ROMA Il nodo sta tutto nell’emendamento 2-bis all’articolo 2 del disegno di legge numero 2469, meglio noto come il ddl Concorrenza, presentato dal governo lo scorso febbraio: «Disposizioni sull’efficacia delle concessioni demaniali e dei rapporti di gestione per finalità turisticoricreative». E in quella data messa nero su bianco: «Efficacia fino al 31 dicembre 2023». Una data fissata dal Consiglio di Stato lo scorso novembre con due sentenze che hanno anticipato di 10 anni la scadenza delle concessioni di lidi e spiagge italiane, annullando la proroga (l’ennesima) al 2033 decisa nel 2019. In mezzo ci sono 30 mila imprese balneari (e migliaia di lavoratori) che da anni attendono di conoscere il proprio destino e l’Unione europea che più volte ha richiamato l’Italia per il mancato rispetto del principio di concorrenza.
Ma la partita del ddl numero 2469 gira tutta lì, su quella data che segna l’avvio della messa a gara delle concessioni marittime, di laghi e fiumi e quell’emendamento del governo che delega l’esecutivo ad adottare entro 6 mesi decreti legislativi per riordinare l’intero settore attraverso una
«mappatura» della situazione esistente, definendo i criteri per l’affidamento delle concessioni e aggiornando i canoni, ora in alcuni casi molto bassi.
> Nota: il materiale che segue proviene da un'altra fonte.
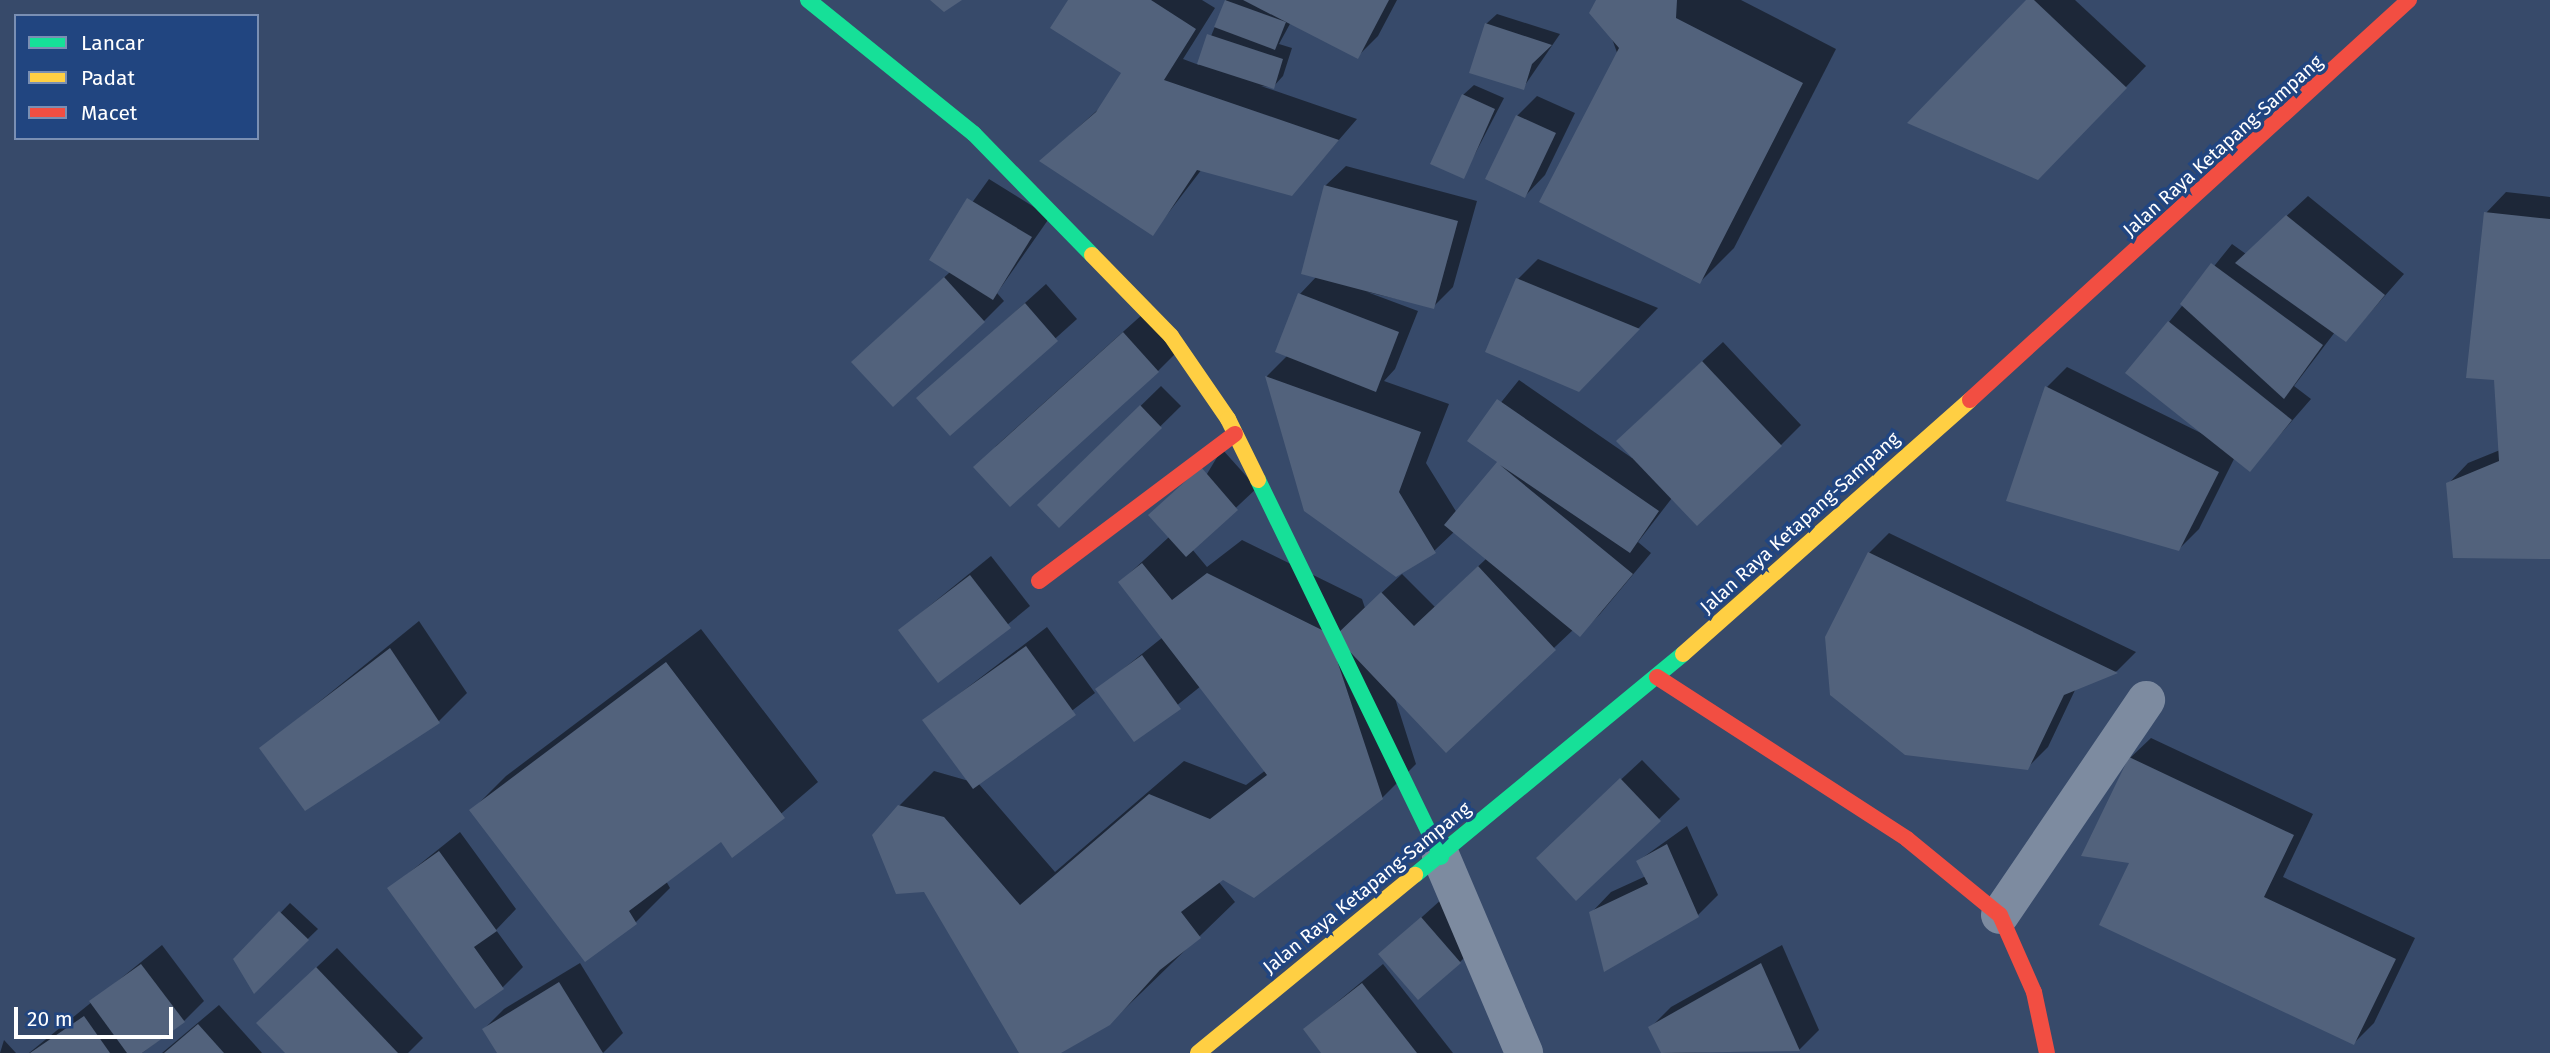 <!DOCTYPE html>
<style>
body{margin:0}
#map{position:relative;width:2550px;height:1053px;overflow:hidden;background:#374a6a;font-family:"Fira Sans",sans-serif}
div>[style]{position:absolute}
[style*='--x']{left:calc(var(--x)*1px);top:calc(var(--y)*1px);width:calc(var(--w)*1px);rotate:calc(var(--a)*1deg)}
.shadow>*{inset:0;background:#0007}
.building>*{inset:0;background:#52627c}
.street>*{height:38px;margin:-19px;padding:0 19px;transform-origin:19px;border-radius:19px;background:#7d8ba0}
.fast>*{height:16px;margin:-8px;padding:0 8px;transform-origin:8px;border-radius:8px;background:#16e098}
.slow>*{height:16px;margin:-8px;padding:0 8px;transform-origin:8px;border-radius:8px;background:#ffcf43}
.jam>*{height:16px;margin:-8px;padding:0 8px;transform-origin:8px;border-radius:8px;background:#f24e42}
span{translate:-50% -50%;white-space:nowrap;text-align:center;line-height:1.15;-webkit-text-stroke:7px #214580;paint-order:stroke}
.street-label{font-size:19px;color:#fff}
.legend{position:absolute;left:14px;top:14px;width:245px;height:126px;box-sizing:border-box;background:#214580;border:2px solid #7a8fb3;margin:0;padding:9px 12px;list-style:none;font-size:21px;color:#fff}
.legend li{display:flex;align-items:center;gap:14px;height:35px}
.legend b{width:35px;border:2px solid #7a8fb3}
.scale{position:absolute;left:14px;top:1007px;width:159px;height:32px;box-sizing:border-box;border:4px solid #fff;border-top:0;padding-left:9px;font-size:21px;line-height:24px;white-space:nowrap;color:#fff;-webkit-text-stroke:5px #214580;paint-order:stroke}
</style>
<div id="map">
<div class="shadow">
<i style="clip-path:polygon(1070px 0,1202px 0,1215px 8px,1183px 59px,1199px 65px,1226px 0,1397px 0,1378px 36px,1358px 56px,1291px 22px,1279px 44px,1292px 48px,1283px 76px,1273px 87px,1261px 86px,1357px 119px,1292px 194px,1202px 169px,1153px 233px,1041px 161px,1102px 106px,1124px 72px)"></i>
<i style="clip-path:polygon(1598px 0,1741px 0,1836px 49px,1734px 248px,1700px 282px)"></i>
<i style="clip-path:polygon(2028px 0,2075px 0,2146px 66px,2058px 158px)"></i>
<i style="clip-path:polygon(1497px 14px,1560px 34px,1523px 88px,1486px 24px)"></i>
<i style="clip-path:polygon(1474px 85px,1504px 98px,1463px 177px,1463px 95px)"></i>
<i style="clip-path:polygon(1537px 96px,1575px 113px,1545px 175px,1525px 196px,1517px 116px)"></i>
<i style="clip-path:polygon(1346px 166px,1477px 201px,1453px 287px,1433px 307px,1367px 292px,1418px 311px,1395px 369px,1384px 381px,1449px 404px,1426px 463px,1457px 513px,1500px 462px,1470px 441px,1519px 380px,1632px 458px,1638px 421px,1723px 342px,1801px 425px,1781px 445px,1672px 498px,1638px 542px,1651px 553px,1600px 614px,1580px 634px,1574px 629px,1446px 750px,1394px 695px,1416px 764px,1382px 798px,1222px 878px,1218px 881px,1235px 902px,1109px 1024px,1057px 1053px,1021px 1053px,899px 806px,934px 771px,969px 781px,925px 720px,1047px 627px,1095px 693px,978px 783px,1055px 872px,1184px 761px,1246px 785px,1266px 770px,1201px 686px,1134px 740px,1097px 690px,1163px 637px,1120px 582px,1169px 537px,1222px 449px,1257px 488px,1192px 549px,1207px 567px,1242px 540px,1362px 599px,1365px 608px,1402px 574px,1435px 607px,1487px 558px,1455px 531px,1434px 551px,1305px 510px,1267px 376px,1288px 355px,1300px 294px,1317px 276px,1325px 186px)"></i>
<i style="clip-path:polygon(989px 179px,1050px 217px,997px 293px,1004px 301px,984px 321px,874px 342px,950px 272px,931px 260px)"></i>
<i style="clip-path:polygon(2506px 192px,2550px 197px,2550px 557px,2448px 484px,2468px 463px,2500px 450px,2486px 213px)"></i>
<i style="clip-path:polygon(2308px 196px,2404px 274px,2346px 340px,2335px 332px,2294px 386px,2311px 399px,2250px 469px,2235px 457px,2199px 529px,2179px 549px,2047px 387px,2067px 367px,2203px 434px,2169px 322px,2232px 244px,2246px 254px)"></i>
<i style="clip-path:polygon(1538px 259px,1658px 308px,1579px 390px,1518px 279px)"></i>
<i style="clip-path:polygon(1046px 284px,1077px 319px,950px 433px,919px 398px)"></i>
<i style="clip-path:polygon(1144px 313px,1178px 351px,1158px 371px,995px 447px)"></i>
<i style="clip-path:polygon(1161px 386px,1181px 406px,1059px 526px,1039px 505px)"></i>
<i style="clip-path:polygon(1889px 533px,2136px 652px,2117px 671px,2076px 688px,2048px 747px,2027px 768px,1869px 553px)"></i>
<i style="clip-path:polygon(991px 556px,1030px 606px,939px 681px,900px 630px)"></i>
<i style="clip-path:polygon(419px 621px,467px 693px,439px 721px,305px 809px,261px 749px)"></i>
<i style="clip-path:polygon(701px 629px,818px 782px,733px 855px,721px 839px,666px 881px,670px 888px,636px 922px,586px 960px,472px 810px,506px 776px)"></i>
<i style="clip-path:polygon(2151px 738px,2313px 814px,2283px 877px,2415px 938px,2374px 1023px,2354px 1043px,2132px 862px,2130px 758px)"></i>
<i style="clip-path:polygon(1642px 760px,1680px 799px,1576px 898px,1558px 838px)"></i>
<i style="clip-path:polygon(1687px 826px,1718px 895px,1698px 915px,1591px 913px,1611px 892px,1646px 876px,1638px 861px)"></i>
<i style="clip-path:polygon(460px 832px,516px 909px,496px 930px,523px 967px,502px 988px,390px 888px)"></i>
<i style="clip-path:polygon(1443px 898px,1480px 942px,1460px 962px,1381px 954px)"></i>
<i style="clip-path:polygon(290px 903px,318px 929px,254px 991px,236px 959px)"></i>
<i style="clip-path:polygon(162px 945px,204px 1001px,184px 1021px,142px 1053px,29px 1053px)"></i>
<i style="clip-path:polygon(1782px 945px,1819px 1030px,1799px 1050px,1663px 1053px,1651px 1027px,1671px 1007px)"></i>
<i style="clip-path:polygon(337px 948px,423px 1038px,408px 1053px,287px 1053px,279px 1003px)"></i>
<i style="clip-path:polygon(580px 963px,623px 1033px,603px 1053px,499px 1053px,484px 1029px,504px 1009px)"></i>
<i style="clip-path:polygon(1383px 964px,1453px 1053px,1324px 1053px,1305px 1029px)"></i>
<i style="clip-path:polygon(219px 1005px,262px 1053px,162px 1053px)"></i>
<i style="clip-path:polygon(4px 1040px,16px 1053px,0 1053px)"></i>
</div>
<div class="building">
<i style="clip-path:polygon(930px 0,962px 0,944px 12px)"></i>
<i style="clip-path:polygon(1068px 0,1151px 0,1196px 29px,1164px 80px,1339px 140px,1292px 196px,1197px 170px,1153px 236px,1039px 161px,1096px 112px,1121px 73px,1050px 28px)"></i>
<i style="clip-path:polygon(1225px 0,1286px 22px,1275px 50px,1214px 27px)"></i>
<i style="clip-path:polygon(1243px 0,1389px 0,1358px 59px)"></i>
<i style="clip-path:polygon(1596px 0,1677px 0,1676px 18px,1803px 83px,1700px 284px,1539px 202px,1619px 48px,1589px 13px)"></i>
<i style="clip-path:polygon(2026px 0,2034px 0,2127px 88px,2038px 180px,1907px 123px)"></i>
<i style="clip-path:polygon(1485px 23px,1552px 45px,1532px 64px,1524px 90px,1469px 73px)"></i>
<i style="clip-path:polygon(1207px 34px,1283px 59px,1274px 89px,1197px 64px)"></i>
<i style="clip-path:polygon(1462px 94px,1495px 109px,1464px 179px,1430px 164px)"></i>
<i style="clip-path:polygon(1516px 115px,1556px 133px,1525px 198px,1485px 179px)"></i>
<i style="clip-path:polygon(1324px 185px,1458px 221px,1434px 309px,1301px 274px)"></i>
<i style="clip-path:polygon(967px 198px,1032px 237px,993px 300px,929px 260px)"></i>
<i style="clip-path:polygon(2484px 212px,2550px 219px,2550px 559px,2453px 558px,2446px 483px,2499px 461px,2494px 380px,2466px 378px)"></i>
<i style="clip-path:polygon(2286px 215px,2385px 295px,2346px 342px,2235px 263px)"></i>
<i style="clip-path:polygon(2211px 263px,2323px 345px,2284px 399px,2180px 304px)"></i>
<i style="clip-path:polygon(944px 277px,985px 322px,893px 407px,851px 362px)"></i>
<i style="clip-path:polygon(1516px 278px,1640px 329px,1579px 392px,1485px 352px)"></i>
<i style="clip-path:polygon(1298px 293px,1399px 332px,1376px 392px,1275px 352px)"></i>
<i style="clip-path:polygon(1025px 303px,1058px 341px,950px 436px,916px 398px)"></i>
<i style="clip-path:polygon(2168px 321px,2292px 420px,2250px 472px,2125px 373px)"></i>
<i style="clip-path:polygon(1123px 332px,1159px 372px,1010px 507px,973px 467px)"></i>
<i style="clip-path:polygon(1702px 361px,1782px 446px,1697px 526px,1616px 441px)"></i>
<i style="clip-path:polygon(1265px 376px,1421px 432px,1399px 492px,1436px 553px,1396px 577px,1304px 511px)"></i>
<i style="clip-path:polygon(2045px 386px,2219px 472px,2179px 551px,2006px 501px)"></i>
<i style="clip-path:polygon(1497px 399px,1659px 511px,1630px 553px,1500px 465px,1633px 574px,1580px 637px,1444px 525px,1497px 462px,1467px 441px)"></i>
<i style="clip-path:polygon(1140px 405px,1162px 428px,1059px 528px,1037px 505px)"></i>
<i style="clip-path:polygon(1201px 467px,1238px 510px,1186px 557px,1148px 515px)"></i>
<i style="clip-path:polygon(1868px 552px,2118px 673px,2064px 695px,2028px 770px,1905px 755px,1830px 695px,1825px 637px)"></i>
<i style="clip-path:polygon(1142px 563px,1172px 600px,1207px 573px,1328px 633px,1383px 799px,1254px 898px,1223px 880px,1181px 912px,1201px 938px,1160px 970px,1110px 1025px,1061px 1053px,1019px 1053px,924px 892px,896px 894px,872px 835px,898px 805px,944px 817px,1020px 905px,1149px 794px,1210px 819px,1267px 775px,1118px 582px)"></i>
<i style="clip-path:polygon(1478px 566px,1556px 650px,1446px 753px,1335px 636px,1381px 592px,1414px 626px)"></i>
<i style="clip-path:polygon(970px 575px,1011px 628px,938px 683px,898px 630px)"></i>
<i style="clip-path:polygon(1026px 646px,1076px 715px,973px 789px,922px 720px)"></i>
<i style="clip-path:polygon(390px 648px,440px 723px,305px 811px,259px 748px)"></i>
<i style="clip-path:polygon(1142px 655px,1181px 709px,1134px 742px,1095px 689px)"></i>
<i style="clip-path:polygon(666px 662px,785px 818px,732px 858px,721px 842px,629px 911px,637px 924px,585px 962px,469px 810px)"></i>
<i style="clip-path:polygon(2129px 757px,2294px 835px,2264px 897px,2396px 959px,2354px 1045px,2099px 925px,2129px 863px,2081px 856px)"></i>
<i style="clip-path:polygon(1620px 778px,1661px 821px,1576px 901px,1536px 858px)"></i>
<i style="clip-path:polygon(1667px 844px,1699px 917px,1604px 972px,1589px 912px,1648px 884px,1636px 861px)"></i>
<i style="clip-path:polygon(439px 851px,497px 931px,474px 947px,504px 989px,475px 1009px,387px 888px)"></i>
<i style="clip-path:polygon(279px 911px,309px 940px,254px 994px,233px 959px)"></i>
<i style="clip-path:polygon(1421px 917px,1461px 963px,1418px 1000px,1378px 954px)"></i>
<i style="clip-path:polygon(1761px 963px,1800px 1051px,1661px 1053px,1648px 1027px)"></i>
<i style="clip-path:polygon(141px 964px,185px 1022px,142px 1053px,127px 1053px,89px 1001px)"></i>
<i style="clip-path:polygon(316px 967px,398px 1053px,285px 1053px,256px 1023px)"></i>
<i style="clip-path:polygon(559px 982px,603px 1053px,497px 1053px,482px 1029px)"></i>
<i style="clip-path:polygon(1362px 983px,1417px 1053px,1321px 1053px,1303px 1029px)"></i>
<i style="clip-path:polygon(84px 1016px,110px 1053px,30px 1053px)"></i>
<i style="clip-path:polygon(198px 1024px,224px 1053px,164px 1053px)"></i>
</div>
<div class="street">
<i style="--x:1441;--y:857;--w:213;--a:67"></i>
<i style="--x:2000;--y:915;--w:260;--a:-55.8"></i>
</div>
<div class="fast">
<i style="--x:808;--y:0;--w:213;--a:38.9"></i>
<i style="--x:974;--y:134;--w:169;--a:45.7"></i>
<i style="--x:1258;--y:480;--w:419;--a:64.1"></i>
<i style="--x:1415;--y:875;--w:347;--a:-39.5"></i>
</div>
<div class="slow">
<i style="--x:1092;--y:255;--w:113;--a:45.7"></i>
<i style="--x:1171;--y:336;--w:101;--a:55.5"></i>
<i style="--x:1228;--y:419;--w:68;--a:63.8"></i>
<i style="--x:1683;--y:654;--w:383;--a:-41.5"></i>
<i style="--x:1198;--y:1053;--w:281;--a:-39.4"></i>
</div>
<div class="jam">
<i style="--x:1970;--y:400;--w:594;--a:-42.34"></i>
<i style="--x:1039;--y:581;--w:245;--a:-36.9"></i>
<i style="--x:1657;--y:677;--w:298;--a:32.9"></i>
<i style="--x:1907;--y:839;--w:120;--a:39.3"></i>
<i style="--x:2000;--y:915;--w:84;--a:66.2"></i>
<i style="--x:2034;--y:992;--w:62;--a:78"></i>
</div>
<div class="street-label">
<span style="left:2223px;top:146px;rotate:-42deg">Jalan Raya Ketapang-Sampang</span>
<span style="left:1800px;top:523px;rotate:-42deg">Jalan Raya Ketapang-Sampang</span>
<span style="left:1367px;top:888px;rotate:-39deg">Jalan Raya Ketapang-Sampang</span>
</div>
<ul class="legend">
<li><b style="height:9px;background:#16e098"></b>Lancar</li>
<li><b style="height:9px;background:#ffcf43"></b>Padat</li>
<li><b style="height:9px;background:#f24e42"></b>Macet</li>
</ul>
<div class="scale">20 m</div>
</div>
L’emendamento del governo ha ricevuto 226 subemendamenti e la difficoltà nel trovare un accordo tra le forze di maggioranza è tale che in commissione Industria al Senato la discussione dell’intero ddl prevista questa settimana non è ancora mai partita, nonostante sugli altri articoli l’intesa invece ci sia già.
La deroga
Lega e Forza Italia vorrebbero una deroga a quel 31 dicembre 2023 che metterebbe in difficoltà tutti gli imprenditori (i piccoli soprattutto) e anche i Comuni che, secondo i due partiti, rischiano di non essere pronti a preparare le gare. «L’obiettivo è tutelare 30 mila piccole aziende e 100mila lavoratori — dicono i capigruppo al Senato Massimiliano Romeo e Anna Maria Bernini —: vogliamo far crescere il Paese ma non sulla pelle di famiglie che da anni si prendono cura del nostro mare». Ma «c’è una sentenza» e da quella non si può prescindere, su questo Palazzo Chigi non vuole passi indietro. Anche perché, spiega Stefano Collina, senatore del Pd e relatore con Paolo Ripamonti (Lega) del testo in commissione, «senza un accordo, non vorrei che rimanesse solo la sentenza che decide che dal primo gennaio 2024 tutte le concessioni vanno a gara: sarebbe un bel problema». Meglio «trovare una sintesi — spiega Collina —: ormai siamo arrivati ad un buon punto nel lavoro di approfondimento, ci sono le condizioni per arrivare a quello che chiede il premier Mario Draghi e trovare una soluzione soddisfacente». L’idea è di arrivare all’appuntamento di martedì prossimo in commissione Industria con l’intesa definitiva e cominciare finalmente le votazioni.
Gli indennizzi
Sembra infatti superata la questione indennizzi che nei giorni scorsi aveva agitato soprattutto il centrodestra. L’accordo prevede una sorta di risarcimento per l’imprenditore balneare in caso di perdita della concessione commisurato al valore economico dell’ impresa: sarebbe a carico dell’impresa subentrante e includerebbe gli investimenti fatti e l’avviamento di azienda. Lega e Forza Italia chiedono una valutazione dell’azienda fatta da un professionista abilitato e su tutto «il complesso dei beni organizzati dall’imprenditore per l’esercizio dell’impresa». Ma il tempo stringe. Il capogruppo FI alla Camera Paolo Barelli è ottimista: «La questione si risolve con la buona volontà di tutti». E il ministro del Turismo Massimo Garavaglia avverte: «Se non si chiude, si torna al testo base: ma trovare una sintesi e dopo 20 anni che il settore è in difficoltà arrivare finalmente ad un quadro certo è un beneficio per tutti».